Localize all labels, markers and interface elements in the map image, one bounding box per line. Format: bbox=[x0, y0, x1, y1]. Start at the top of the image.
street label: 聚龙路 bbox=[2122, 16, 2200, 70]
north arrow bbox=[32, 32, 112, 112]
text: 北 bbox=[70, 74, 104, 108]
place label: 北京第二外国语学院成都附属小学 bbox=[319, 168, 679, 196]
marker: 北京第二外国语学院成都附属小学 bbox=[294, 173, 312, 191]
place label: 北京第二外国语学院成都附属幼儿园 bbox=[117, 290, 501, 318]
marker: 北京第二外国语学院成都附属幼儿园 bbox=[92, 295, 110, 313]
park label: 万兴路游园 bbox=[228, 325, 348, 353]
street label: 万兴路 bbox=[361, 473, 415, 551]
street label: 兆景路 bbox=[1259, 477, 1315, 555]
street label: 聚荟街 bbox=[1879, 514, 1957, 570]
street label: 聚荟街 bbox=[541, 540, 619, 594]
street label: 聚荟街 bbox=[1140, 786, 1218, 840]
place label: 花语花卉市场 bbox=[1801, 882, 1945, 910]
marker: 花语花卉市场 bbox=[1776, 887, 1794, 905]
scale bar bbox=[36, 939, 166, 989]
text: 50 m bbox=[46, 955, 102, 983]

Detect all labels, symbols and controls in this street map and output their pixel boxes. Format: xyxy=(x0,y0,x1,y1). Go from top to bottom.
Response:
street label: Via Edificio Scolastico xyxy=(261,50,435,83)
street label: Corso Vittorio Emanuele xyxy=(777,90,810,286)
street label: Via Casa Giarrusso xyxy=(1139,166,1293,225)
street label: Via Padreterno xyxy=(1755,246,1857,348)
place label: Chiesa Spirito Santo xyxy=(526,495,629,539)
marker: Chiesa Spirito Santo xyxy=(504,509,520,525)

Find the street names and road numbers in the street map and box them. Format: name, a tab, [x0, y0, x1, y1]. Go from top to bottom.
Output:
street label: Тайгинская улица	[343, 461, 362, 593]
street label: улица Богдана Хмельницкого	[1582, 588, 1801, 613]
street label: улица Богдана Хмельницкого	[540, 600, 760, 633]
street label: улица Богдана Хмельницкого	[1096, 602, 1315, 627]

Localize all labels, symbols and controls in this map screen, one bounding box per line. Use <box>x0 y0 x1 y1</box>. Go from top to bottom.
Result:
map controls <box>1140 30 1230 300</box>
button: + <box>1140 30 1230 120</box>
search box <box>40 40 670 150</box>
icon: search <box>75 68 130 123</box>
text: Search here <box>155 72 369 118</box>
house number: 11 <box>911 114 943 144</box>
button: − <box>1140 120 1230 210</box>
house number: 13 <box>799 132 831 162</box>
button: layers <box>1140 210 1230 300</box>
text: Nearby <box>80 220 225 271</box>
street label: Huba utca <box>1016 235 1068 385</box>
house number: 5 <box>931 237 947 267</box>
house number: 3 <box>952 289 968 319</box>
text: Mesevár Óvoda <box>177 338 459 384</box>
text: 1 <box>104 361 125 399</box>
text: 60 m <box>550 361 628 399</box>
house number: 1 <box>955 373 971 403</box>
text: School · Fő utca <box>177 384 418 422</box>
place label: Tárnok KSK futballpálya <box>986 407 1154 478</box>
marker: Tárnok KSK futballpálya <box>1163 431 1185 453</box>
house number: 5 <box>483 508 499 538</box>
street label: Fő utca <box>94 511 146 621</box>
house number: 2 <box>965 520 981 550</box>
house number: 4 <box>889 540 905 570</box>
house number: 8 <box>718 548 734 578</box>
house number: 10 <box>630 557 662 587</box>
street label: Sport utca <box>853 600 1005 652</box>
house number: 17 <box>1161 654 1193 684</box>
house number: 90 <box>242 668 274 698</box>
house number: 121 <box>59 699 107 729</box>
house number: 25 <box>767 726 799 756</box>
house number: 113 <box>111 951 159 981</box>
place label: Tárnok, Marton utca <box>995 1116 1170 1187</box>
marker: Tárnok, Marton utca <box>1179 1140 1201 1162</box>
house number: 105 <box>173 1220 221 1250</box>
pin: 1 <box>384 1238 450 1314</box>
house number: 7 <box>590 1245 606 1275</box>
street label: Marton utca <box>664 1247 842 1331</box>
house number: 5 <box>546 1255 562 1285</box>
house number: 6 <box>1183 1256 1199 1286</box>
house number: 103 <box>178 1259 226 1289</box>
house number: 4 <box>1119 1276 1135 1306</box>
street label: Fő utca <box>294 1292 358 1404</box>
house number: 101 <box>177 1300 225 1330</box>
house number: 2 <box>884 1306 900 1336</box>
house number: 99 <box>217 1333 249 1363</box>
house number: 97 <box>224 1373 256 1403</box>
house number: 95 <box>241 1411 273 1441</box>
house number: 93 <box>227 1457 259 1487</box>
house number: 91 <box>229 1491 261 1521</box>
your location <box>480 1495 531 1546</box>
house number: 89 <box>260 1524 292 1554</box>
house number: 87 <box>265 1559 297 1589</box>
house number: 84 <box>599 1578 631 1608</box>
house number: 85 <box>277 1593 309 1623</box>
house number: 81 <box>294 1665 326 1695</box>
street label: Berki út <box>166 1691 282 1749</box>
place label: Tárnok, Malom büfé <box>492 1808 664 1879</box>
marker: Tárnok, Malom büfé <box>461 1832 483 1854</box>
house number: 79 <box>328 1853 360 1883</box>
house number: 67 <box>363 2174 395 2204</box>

= = = = =

◆ Exercise brief
Output all of the material, please, exactly as it stands.

◆ Exercise result
Localize all labels, markers and interface elements in the map image, one bounding box per line. Format: bbox=[x0, y0, x1, y1]. Start at the top of the image.
street label: 聚龙路 bbox=[2122, 16, 2200, 70]
north arrow bbox=[32, 32, 112, 112]
text: 北 bbox=[70, 74, 104, 108]
place label: 北京第二外国语学院成都附属小学 bbox=[319, 168, 679, 196]
marker: 北京第二外国语学院成都附属小学 bbox=[294, 173, 312, 191]
place label: 北京第二外国语学院成都附属幼儿园 bbox=[117, 290, 501, 318]
marker: 北京第二外国语学院成都附属幼儿园 bbox=[92, 295, 110, 313]
park label: 万兴路游园 bbox=[228, 325, 348, 353]
street label: 万兴路 bbox=[361, 473, 415, 551]
street label: 兆景路 bbox=[1259, 477, 1315, 555]
street label: 聚荟街 bbox=[1879, 514, 1957, 570]
street label: 聚荟街 bbox=[541, 540, 619, 594]
street label: 聚荟街 bbox=[1140, 786, 1218, 840]
place label: 花语花卉市场 bbox=[1801, 882, 1945, 910]
marker: 花语花卉市场 bbox=[1776, 887, 1794, 905]
scale bar bbox=[36, 939, 166, 989]
text: 50 m bbox=[46, 955, 102, 983]

Detect all labels, symbols and controls in this street map and output their pixel boxes. Format: xyxy=(x0,y0,x1,y1). Go from top to bottom.
Response:
street label: Via Edificio Scolastico xyxy=(261,50,435,83)
street label: Corso Vittorio Emanuele xyxy=(777,90,810,286)
street label: Via Casa Giarrusso xyxy=(1139,166,1293,225)
street label: Via Padreterno xyxy=(1755,246,1857,348)
place label: Chiesa Spirito Santo xyxy=(526,495,629,539)
marker: Chiesa Spirito Santo xyxy=(504,509,520,525)

Find the street names and road numbers in the street map and box them. Format: name, a tab, [x0, y0, x1, y1]. Go from top to bottom.
Output:
street label: Тайгинская улица	[343, 461, 362, 593]
street label: улица Богдана Хмельницкого	[1582, 588, 1801, 613]
street label: улица Богдана Хмельницкого	[540, 600, 760, 633]
street label: улица Богдана Хмельницкого	[1096, 602, 1315, 627]

Localize all labels, symbols and controls in this map screen, one bounding box per line. Use <box>x0 y0 x1 y1</box>. Go from top to bottom.
Result:
map controls <box>1140 30 1230 300</box>
button: + <box>1140 30 1230 120</box>
search box <box>40 40 670 150</box>
icon: search <box>75 68 130 123</box>
text: Search here <box>155 72 369 118</box>
house number: 11 <box>911 114 943 144</box>
button: − <box>1140 120 1230 210</box>
house number: 13 <box>799 132 831 162</box>
button: layers <box>1140 210 1230 300</box>
text: Nearby <box>80 220 225 271</box>
street label: Huba utca <box>1016 235 1068 385</box>
house number: 5 <box>931 237 947 267</box>
house number: 3 <box>952 289 968 319</box>
text: Mesevár Óvoda <box>177 338 459 384</box>
text: 1 <box>104 361 125 399</box>
text: 60 m <box>550 361 628 399</box>
house number: 1 <box>955 373 971 403</box>
text: School · Fő utca <box>177 384 418 422</box>
place label: Tárnok KSK futballpálya <box>986 407 1154 478</box>
marker: Tárnok KSK futballpálya <box>1163 431 1185 453</box>
house number: 5 <box>483 508 499 538</box>
street label: Fő utca <box>94 511 146 621</box>
house number: 2 <box>965 520 981 550</box>
house number: 4 <box>889 540 905 570</box>
house number: 8 <box>718 548 734 578</box>
house number: 10 <box>630 557 662 587</box>
street label: Sport utca <box>853 600 1005 652</box>
house number: 17 <box>1161 654 1193 684</box>
house number: 90 <box>242 668 274 698</box>
house number: 121 <box>59 699 107 729</box>
house number: 25 <box>767 726 799 756</box>
house number: 113 <box>111 951 159 981</box>
place label: Tárnok, Marton utca <box>995 1116 1170 1187</box>
marker: Tárnok, Marton utca <box>1179 1140 1201 1162</box>
house number: 105 <box>173 1220 221 1250</box>
pin: 1 <box>384 1238 450 1314</box>
house number: 7 <box>590 1245 606 1275</box>
street label: Marton utca <box>664 1247 842 1331</box>
house number: 5 <box>546 1255 562 1285</box>
house number: 6 <box>1183 1256 1199 1286</box>
house number: 103 <box>178 1259 226 1289</box>
house number: 4 <box>1119 1276 1135 1306</box>
street label: Fő utca <box>294 1292 358 1404</box>
house number: 101 <box>177 1300 225 1330</box>
house number: 2 <box>884 1306 900 1336</box>
house number: 99 <box>217 1333 249 1363</box>
house number: 97 <box>224 1373 256 1403</box>
house number: 95 <box>241 1411 273 1441</box>
house number: 93 <box>227 1457 259 1487</box>
house number: 91 <box>229 1491 261 1521</box>
your location <box>480 1495 531 1546</box>
house number: 89 <box>260 1524 292 1554</box>
house number: 87 <box>265 1559 297 1589</box>
house number: 84 <box>599 1578 631 1608</box>
house number: 85 <box>277 1593 309 1623</box>
house number: 81 <box>294 1665 326 1695</box>
street label: Berki út <box>166 1691 282 1749</box>
place label: Tárnok, Malom büfé <box>492 1808 664 1879</box>
marker: Tárnok, Malom büfé <box>461 1832 483 1854</box>
house number: 79 <box>328 1853 360 1883</box>
house number: 67 <box>363 2174 395 2204</box>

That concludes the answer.